The company announced this afternoon a high-strength expanding resin had been placed into the mine shaft, which had then been topped with concrete.
``Once the concrete has set, the remaining area will be filled with an expanding foam material which will also be topped off with a final layer of concrete,'' the company said in a statement.
Sealing the shaft is designed to ``fully stabilise the environment in the mine''.
Solid Energy said the bottom 40 to 50 metres of the shaft, originally about 100 metres deep, was filled with rock from an earlier collapse.
The remaining area, which is being filled in this phase of the re-entry project, is approximately 700 cubic metres in volume.
After the ventilation shaft is sealed off completely, the mine would be pumped full of nitrogen to force out any methane gas and allow experts to walk down a 2.3km shaft to a rockfall.

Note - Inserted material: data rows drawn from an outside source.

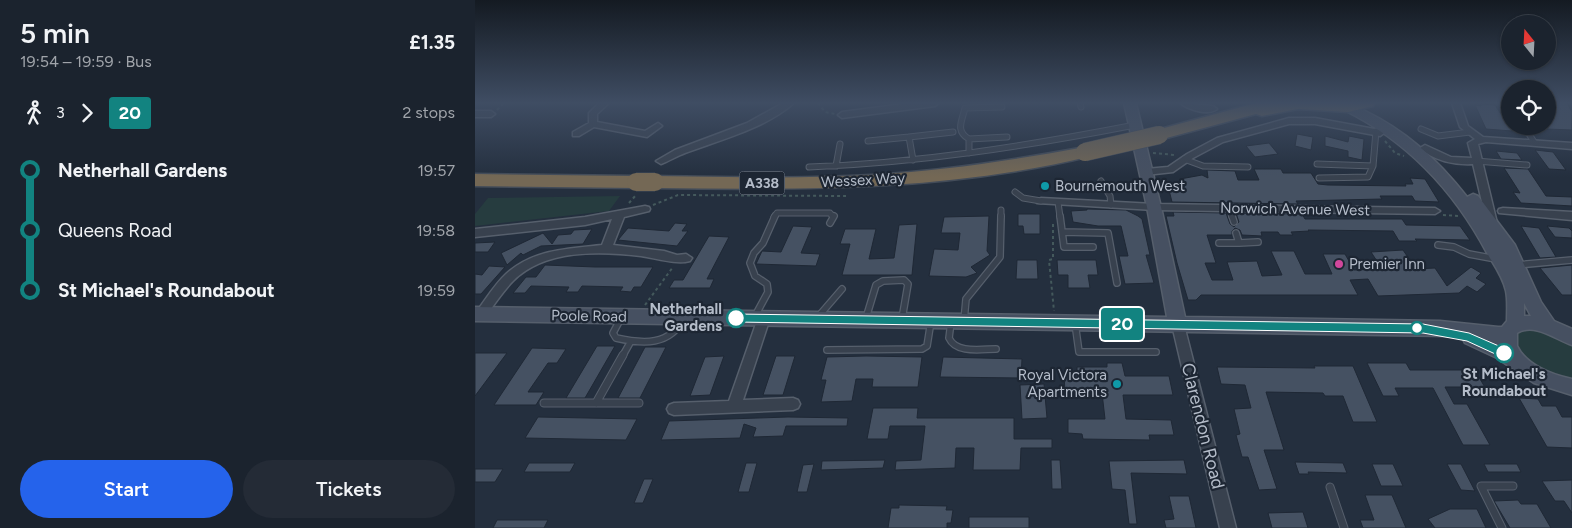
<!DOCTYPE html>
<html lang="en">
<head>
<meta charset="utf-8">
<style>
	body { margin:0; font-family:Figtree,sans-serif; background:#242b36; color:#f1f3f6; height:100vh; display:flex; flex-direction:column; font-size:19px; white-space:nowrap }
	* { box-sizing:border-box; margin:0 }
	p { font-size:16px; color:#a0a4aa }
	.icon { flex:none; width:28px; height:28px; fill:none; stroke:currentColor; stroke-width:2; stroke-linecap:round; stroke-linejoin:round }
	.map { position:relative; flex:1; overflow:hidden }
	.panel { display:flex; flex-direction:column; background:#1b232e; width:475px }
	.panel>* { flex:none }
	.badge { padding:0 10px; border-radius:4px; font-size:18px; line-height:32px }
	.needle { width:32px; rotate:342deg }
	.buttons { position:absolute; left:1026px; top:15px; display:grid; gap:10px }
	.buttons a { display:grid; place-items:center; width:55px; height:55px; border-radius:50%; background:#1b232e; box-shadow:0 1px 4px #0004,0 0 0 1px #39404a; font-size:25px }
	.map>.badge { position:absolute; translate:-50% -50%; box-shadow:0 0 0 2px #fff }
	.legs { display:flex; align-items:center; gap:8px; height:55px; padding:0 20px; font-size:16px }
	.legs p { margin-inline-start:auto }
	.summary { display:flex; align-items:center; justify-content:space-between; height:85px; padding:0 20px }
	h1 { font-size:28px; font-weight:600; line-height:38px }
	.button { display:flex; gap:10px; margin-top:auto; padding:10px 20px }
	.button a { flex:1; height:58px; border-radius:30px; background:#2563eb; color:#fff; font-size:20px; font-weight:600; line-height:58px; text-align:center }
	.button a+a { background:#242b36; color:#f1f3f6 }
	ul { padding:0 20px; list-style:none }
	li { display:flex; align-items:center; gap:18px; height:60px; font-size:19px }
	li i { display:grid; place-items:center; width:8px; height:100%; margin:0 6px; background:currentColor }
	li i::after { content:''; width:12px; height:12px; margin:-6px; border:4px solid; border-radius:50%; background:#1b232e }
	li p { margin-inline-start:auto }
	li:first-child i { background:linear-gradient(#0000 50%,currentColor 0) }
	li:last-child i { background:linear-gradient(currentColor 50%,#0000 0) }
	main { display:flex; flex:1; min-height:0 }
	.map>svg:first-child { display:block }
	.green { fill:#263c3f }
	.building { fill:#455162; stroke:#1f2835 }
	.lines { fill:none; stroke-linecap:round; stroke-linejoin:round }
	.lane-far2-casing { stroke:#565f6c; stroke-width:7 }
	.lane-far1-casing { stroke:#565f6c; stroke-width:8 }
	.lane-casing { stroke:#565f6c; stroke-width:9 }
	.street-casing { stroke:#565f6c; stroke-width:3 }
	.secondary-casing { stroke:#565f6c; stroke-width:3 }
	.highway-casing { stroke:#434c59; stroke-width:3 }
	.path { stroke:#44595c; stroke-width:2; stroke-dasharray:3 3; stroke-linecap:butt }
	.lane-far2 { stroke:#38414e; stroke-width:5 }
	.lane-far1 { stroke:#38414e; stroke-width:5.5 }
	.lane { stroke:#38414e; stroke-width:7 }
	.street { fill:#38414e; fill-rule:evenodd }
	.secondary { fill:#465061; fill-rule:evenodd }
	.highway { fill:#746855; fill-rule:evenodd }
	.highway-bridge-casing { stroke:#434c59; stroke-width:19; stroke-linecap:butt }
	.highway-bridge { stroke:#746855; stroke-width:18 }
	.line-1 { fill:#128380; stroke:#fff }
	.culture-dot { fill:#0f9aa8; stroke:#1d2633; stroke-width:2 }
	.hotel-dot { fill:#d1479c; stroke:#1d2633; stroke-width:2 }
	.stop-1-dot { fill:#fff; stroke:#128380; stroke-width:2.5 }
	.labels { text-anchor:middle; stroke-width:4.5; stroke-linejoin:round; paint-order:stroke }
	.shield { fill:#1d2633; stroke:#878f9c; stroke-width:1 }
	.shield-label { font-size:14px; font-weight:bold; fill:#b4bcc9 }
	.street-label { font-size:15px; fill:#b4bcc9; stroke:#1d2633 }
	.poi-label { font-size:15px; fill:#b4bcc9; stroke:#1d2633; text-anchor:start }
	.stop-label { font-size:15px; font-weight:bold; fill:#b4bcc9; stroke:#1d2633; text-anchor:end }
	.near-street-label { font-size:18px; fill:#b4bcc9; stroke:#1d2633 }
</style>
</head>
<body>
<main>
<section class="panel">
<div class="summary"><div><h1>5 min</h1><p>19:54 – 19:59 · Bus</p></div><b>£1.35</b></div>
<div class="legs"><svg class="icon" aria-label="walk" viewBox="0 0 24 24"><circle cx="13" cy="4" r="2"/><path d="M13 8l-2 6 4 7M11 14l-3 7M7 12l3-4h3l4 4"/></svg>3<svg class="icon" aria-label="forward" viewBox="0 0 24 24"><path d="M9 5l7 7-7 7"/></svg><b class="badge" style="background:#128380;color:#fff">20</b><p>2 stops</p></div>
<ul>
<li><i style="color:#128380"></i><b>Netherhall Gardens</b><p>19:57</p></li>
<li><i style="color:#128380"></i><span>Queens Road</span><p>19:58</p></li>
<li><i style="color:#128380"></i><b>St Michael's Roundabout</b><p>19:59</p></li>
</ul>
<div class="button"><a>Start</a><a>Tickets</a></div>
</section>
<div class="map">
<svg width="1097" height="528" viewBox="0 0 1097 528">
	<rect width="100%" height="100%" fill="#242f3e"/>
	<path class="green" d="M145,196L134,211L0,226V214L13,198Z
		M1060,328L1097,343V378C1076,380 1036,360 1041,335L1049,329Z"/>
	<path class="building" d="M1072,103H1092L1097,112V130L1072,129Z
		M1006,104L1020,105L1037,131L1011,129L1000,105L1006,106Z
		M822,134L838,137L836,150L820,146Z
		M850,136L873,142L874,136L889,139L887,160L873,157V151L850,146Z
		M794,143L803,154L780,157L771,146Z
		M1060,150L1078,152L1091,170L1074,169Z
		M1021,151L1042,153L1047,160L1026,159Z
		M1029,168L1053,169L1071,196L1097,197V206L1046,203L1038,192L1045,193Z
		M779,169H806L808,173H836L843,184L853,185L931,186L930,184H938L935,178L950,179L964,202L940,201L937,196H905L907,199L821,201L823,204L697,202L694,190L710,186L705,179L727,175L733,178L732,170L760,171L763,180H784Z
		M612,209L651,210L663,216L667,219L675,255H671L679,283L650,284L644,256H653L646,226H623L598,222L596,211L612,210Z
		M698,212L751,213L755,224L759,227L764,222L761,213L827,214L830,219H927L931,225L985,226L995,240L940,239L942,241H924L918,231L833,230L834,231L816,232L818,235H805L803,232H786L787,236L767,235L765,230L760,228L757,231V235H732L741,263H730L737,280H758L752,262L782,261L787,276L807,275L796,251H819L830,274H857L848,254H870L879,270L907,269L896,252L928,250L941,269L960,268L972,286L996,267L1006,273L1001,278L1011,284L1002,292L992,286L984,293L903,296L893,279L875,280L883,295H726L721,300H713L702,263L691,216H699Z
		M543,214H565V234H549L548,226H543Z
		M514,216L512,251L515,255L496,267L502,273L491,277L454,276L459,249L483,250L485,233H466L469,217Z
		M200,223L212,224L207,231H213L202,246L143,240L153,228L194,231Z
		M442,224L437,275H367L375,244H365L370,229H401L394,259L419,258L424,225Z
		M318,226L337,227L326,253L345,254L341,266L281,264L287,251L306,252Z
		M1046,226L1064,228L1081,257L1065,258Z
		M1072,226L1094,228L1097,231V238L1080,237Z
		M117,229L108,244L66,246L48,255L46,253L32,265L26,253L68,233L77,244L83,235L96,234L99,230Z
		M234,236L254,237L232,279H239L235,288H194L199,280H208Z
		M20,242L13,252H0V243Z
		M542,260H562L563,279H541Z
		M582,260H621L623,275H613L615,288H593V275H583Z
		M70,265L120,267H178L166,287H159L156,292L145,291L148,287L107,286L103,292H91L94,287L56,286L50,293H38L51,277H61Z
		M1097,265V295H1087L1065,268Z
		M14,266L30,267L6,294H0V274L7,275Z
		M122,346H140L110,398H91Z
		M170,347H191L165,398H143Z
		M57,348L91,349L82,363H73L53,392H69L61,405H19Z
		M0,353H32L0,396Z
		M249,356L235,395L215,396L230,357Z
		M301,356H320L308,395H288Z
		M391,356L447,357L443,387H397L398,379H381L377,401L346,402L351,380H346L352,357Z
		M468,357L547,359L546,378L465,377Z
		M632,363H647L650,376H694L698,395H648L651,419L696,420L699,435H674L675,440L608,439L607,434L593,433V419H630L627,393H590L589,374H602V367H632Z
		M892,363H931L935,370H1000L1012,391H998L996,387H970L979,404H992L1015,445H988L958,388H920L924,396H908Z
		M839,366H878L902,422H878L868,396H850L848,393L791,392L809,450H789L802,489L784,490L773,457H767L761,435L765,434L759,409L776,408L770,385L746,384L742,367L840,368Z
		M569,384L572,418L547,419L545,385Z
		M1044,398L1063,399L1067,406H1081L1087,417H1097V448L1072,447Z
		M398,408H443L442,418H539V439H577V448H546L545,470H498L499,448H481L480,468L420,470L421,461L446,460L450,426H415L413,439H392Z
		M63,417L162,419L151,440L50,438Z
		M313,417L373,418L372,426H311L308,436L278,437L281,428L269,424L265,438L186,440L194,421Z
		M410,460L408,468L346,470L347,461Z
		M576,460H585L587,489H577Z
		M709,460L712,474L656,473L662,524H654L650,490L637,489L634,461Z
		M820,462L868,463L872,473L833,472L834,474H824Z
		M54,463H100L95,472H49Z
		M271,463H282L274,492H263Z
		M339,464L332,492H322L328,465Z
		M897,464H918L928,486H906Z
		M972,464H986L1000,491L986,490Z
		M1009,464H1042L1046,472H1013Z
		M0,469H28L20,482H0Z
		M169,479H178L168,503H159Z
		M1097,480V513L1089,501H1080L1067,481Z
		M890,495H917L931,528H888L885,520H899Z
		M694,496H714L721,528H691L689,520L699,519Z
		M1043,500L1046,504H1062L1076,528H1035L1019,501Z
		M424,505L472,506L471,510H478L476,523H472V528H413L416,508H424Z
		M975,509H1002L1011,528H960L953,519Z
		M828,512L833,528H797L793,513Z
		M494,517H554V528H494Z
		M22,520H73L69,528H18Z"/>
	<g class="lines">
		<g class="lane-far2-casing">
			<path id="lane-far2" d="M605,103L606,107
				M1049,126L1059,142
				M946,129L963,136L995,132
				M494,139C480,131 487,121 490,108L527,107
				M393,141L434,137
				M494,153V139L532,137
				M709,159L728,166L773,167
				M438,160L434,137L478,132
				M1001,161L1052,165
				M842,164L898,166L901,131
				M361,166L365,144
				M334,167C444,163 552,146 660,125
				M844,178L893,177L898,166
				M626,181L635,196L636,205
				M540,192L548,198L566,201
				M583,202L585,217
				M754,208L757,217
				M299,217L302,213H355L358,217
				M526,217V210"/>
		</g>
		<g class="lane-far1-casing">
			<path id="lane-far1" d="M585,216L589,247H618
				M757,216L759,222
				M355,223L359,216
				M587,232L633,233L642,283
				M744,243H764L761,233
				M764,243L783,242
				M963,245L979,247L994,254L1021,259
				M1042,265L1097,260
				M280,316L293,292L292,284L280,276L275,263L279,253L288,243L300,216
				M146,318L138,333L141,338C168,344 195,346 209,318
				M342,318L367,289
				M391,318L401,285L408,281L429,280L433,284L427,319
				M489,321L491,299L525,257L526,216
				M476,322L474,338C481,354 507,349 521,349
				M600,323L604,352H681
				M352,350L447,349L452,346L456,321
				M147,357L156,341"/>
		</g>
		<g class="lane-casing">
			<path id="lane" d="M69,403H164
				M121,403L148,355
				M855,487L869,528
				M1027,528L1006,486H1038"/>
		</g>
		<g class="street-casing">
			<path id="street" d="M124,103H134L122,114V122L170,131L183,123L187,126L172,137L119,127L104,136H98V132L114,123V113Z
				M308,103H319C291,128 245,140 210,153C202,156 194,161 186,164L181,161L200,150L272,123Z
				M436,103H464L460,106L367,118L363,115L367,112Z
				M705,103L738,106L742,109C733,116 714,110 705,103Z
				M977,103H985L993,126L1008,137L1097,143V149L1011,142L1003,144L1022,223L1021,226H1013L1012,223L998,164C980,165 959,161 945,148L950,145L976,157L997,158L993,143L1000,139L985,127Z
				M0,111H16L20,114L16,117H0Z
				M814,118H840L905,130L909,133L905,136L840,124H814L748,142L718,158L698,172L671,175L666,172L671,169L693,167L712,154L742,138Z
				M566,198L679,204L960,208L965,211L960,214L679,210L562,203L561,201Z
				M170,206L174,207L175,209L174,211L149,217L138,245L189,251L202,255L211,254L217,258L215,261C201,265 181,258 166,256C125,251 70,249 38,281C28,291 19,305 10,317H2L0,314L2,311C11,299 20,284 31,274C59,249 92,249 127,245L137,219L110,225L0,237V229L110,217Z
				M1028,208L1097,212V220L1024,213L1023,211L1024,209Z
				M289,313L293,315L295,318L268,400L318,398L323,400L325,404L323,408L318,410L199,415L194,413L192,409L194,405L199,403L254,401L283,318L285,315Z
				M703,320L707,322L709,325L761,528H745L697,325L699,322Z"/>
		</g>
		<g class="secondary-casing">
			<path id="secondary" d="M649,103H661L686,207L710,317L965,321L1023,327H1027L1032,321C1032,311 1033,300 1031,291C1028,277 1019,265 1012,253C979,191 932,141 869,110L867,107L869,104C877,102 883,107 890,111C930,130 965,162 992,197L998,194L1003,196L1040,245L1066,302L1079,321L1097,329V345C1081,340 1060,322 1042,333V346C1051,365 1077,375 1097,379V395L1059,383L1022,358L990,343L987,337L974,336L0,321V307L692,317L672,207ZM1049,303L1056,316H1049Z"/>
		</g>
		<g class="highway-casing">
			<path id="highway" d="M781,103H900L898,106L873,112L823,109L787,116L781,114L684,140L678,139L676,135L678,131Z
				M610,147L616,148L619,152L616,156C474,191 326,190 180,188L173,186L171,182L173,178L180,176C252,177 324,179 396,175C468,171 539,160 610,147Z
				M0,174L161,176L168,178L170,182L168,186L161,188L0,186Z"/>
		</g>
		<path class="path" d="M343,103L350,112L360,114
			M22,110L29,103
			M910,141L920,153L929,156
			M678,153L700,155
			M154,203L161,195
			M178,205L203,195L371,196
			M968,215L984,216
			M578,224V259L574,260L579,311
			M170,305L198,267"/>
		<use href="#lane-far2" class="lane-far2"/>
		<use href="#lane-far1" class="lane-far1"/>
		<use href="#lane" class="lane"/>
		<use href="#street" class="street"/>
		<use href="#secondary" class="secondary"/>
		<use href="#highway" class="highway"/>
		<g class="highway-bridge-casing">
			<path id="highway-bridge" d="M610,152L684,135
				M161,182H180"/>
		</g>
		<use href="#highway-bridge" class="highway-bridge"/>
	</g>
	<linearGradient id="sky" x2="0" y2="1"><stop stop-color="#141a22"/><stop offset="0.58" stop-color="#3f4d63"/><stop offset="1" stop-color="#3f4d63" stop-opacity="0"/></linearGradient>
	<rect width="1097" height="177" fill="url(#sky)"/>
	<path class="line-1" d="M261,314L948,324L994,333L1033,350L1034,353L1029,358L992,341L948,333L261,322L256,318Z"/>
	<g class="culture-dot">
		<circle cx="570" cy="186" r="5"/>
		<circle cx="642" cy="384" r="5"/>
	</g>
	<circle class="hotel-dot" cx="864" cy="264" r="5"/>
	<g class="stop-1-dot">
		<circle cx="261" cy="318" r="9"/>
		<circle cx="942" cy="328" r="6"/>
		<circle cx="1029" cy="353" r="9"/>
	</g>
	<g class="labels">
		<rect class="shield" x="264.5" y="171.5" width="45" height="23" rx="4"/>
		<g class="shield-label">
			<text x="287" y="188">A338</text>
		</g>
		<g class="street-label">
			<text transform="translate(388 180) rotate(-3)" y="5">Wessex Way</text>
			<text transform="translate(820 209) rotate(1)" y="5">Norwich Avenue West</text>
			<text transform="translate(114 316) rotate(1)" y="5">Poole Road</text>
		</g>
		<g class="poi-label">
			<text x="580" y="191">Bournemouth West</text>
			<text x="874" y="269">Premier Inn</text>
			<text x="632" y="380" text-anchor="end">Royal Victora<tspan x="632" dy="17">Apartments</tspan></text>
		</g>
		<g class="stop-label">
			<text x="247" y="314">Netherhall<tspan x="247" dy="17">Gardens</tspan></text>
			<text x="1029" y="379" text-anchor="middle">St Michael's<tspan x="1029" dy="17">Roundabout</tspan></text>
		</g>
		<g class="near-street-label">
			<text transform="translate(728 426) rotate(76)" y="6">Clarendon Road</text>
		</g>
	</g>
</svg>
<div class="buttons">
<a><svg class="needle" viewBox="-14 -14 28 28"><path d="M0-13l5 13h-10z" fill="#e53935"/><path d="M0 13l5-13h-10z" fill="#a0a4aa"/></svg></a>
<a><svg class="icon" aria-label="locate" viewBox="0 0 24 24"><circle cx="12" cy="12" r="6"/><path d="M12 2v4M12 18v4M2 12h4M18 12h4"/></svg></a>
</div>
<b class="badge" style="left:647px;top:324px;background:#128380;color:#fff">20</b>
</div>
</main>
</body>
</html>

Solid Energy also said today workers were continuing to plan for the next phase of the re-entry plan, which involved drilling additional boreholes into the main tunnel.
In September, Prime Minister John Key pledged $10 million of government support for a re-entry plan if it was safe, technically feasible and financially credible.
The majority of the 29 men who perished in the November 2010 explosions were believed to have been inside the mine's main workings at the time, but their families believe some may have been inside the drift when the blasts occurred.